2011-06-24 | プチ認知心理学

 以前、「なぜ私は良い思い出よりも嫌な思い出のほうをたくさん覚えているのでしょう」という質問を受けたことがあります。

 これにはいろいろな理由が考えられます。たとえばその人の人格や生育歴、精神状態などで、実際,鬱状態にいる人が、嫌な思い出ばかりに苛まれて良い思い出の影響力が無効化している、ということも良くあります。

 さて、このように個人差はありますが、人は多かれ少なかれ、ある出来事や行事において、嫌なことばかり覚えていて、良いことがあまり思い出せなかったりして、その嫌な記憶に苛まれる経験はあると思います。これが何故かといえば、人間は、認知の傾向として、「解決した事物よりも、未解決の事物のほうをよく覚えている」からです。
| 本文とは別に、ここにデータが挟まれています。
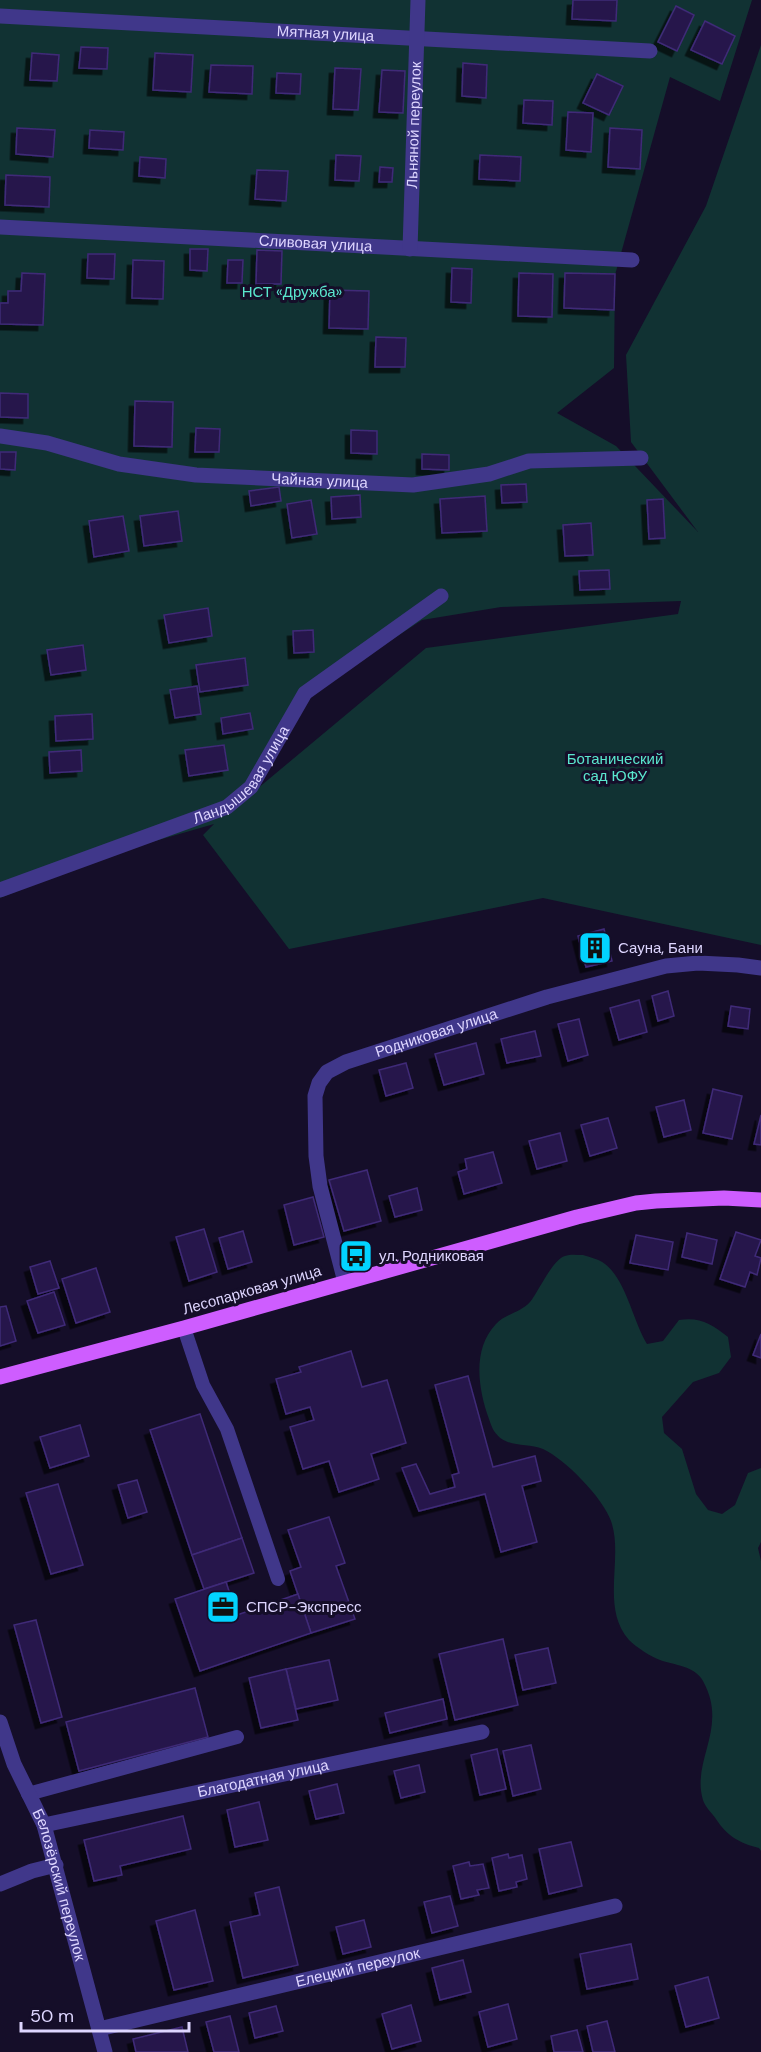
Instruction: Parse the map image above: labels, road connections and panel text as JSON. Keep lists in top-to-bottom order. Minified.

 あながたもし何かの出来事において(たとえばあるパーティー、飲み会、旅行、デート、イベント、誰かの結婚式・・・)嫌な思い出のほうをよく思い出すとすれば、それがまだあなたのなかで未解決であるからだと考えられます。

 ここで、思い出されるがままに悶々と嫌な回想をするのではなくて、「なぜ」その嫌な記憶が思い出されるのか、それが自分にとってどのような意味のあるものなのか、それと似たようなことが過去になかったか、それが今の自分の人生にどのような影響を与えているのか、それから、これが一番大事ですが、そのときに自分がどのような気持ちや感情を経験していたのか、(あまり愉快な作業ではありませんが)ゆっくりと自分と向き合って自己分析したり、文章にしてみたり、できれば信頼できる人にゆっくりと聞いてもらったり、それらの記憶とうまく折り合いがつけられるようになると、今まであまり意識していなかった、気に留めていなかった、その出来事における良い記憶をもっと思い出せるようになり、嫌な記憶に煩わされることも少なくなります。

 これは、精神分析学的にいうと、あなたの中で未解決であった問題が、解決、統合された、ということになります。その結果、嫌な記憶は記憶として残りますが、それが今まで持っていたあなたに対する影響力はなくなるか、激減するでしょう。また、それがそれほど「嫌」なものでなくなったりもします。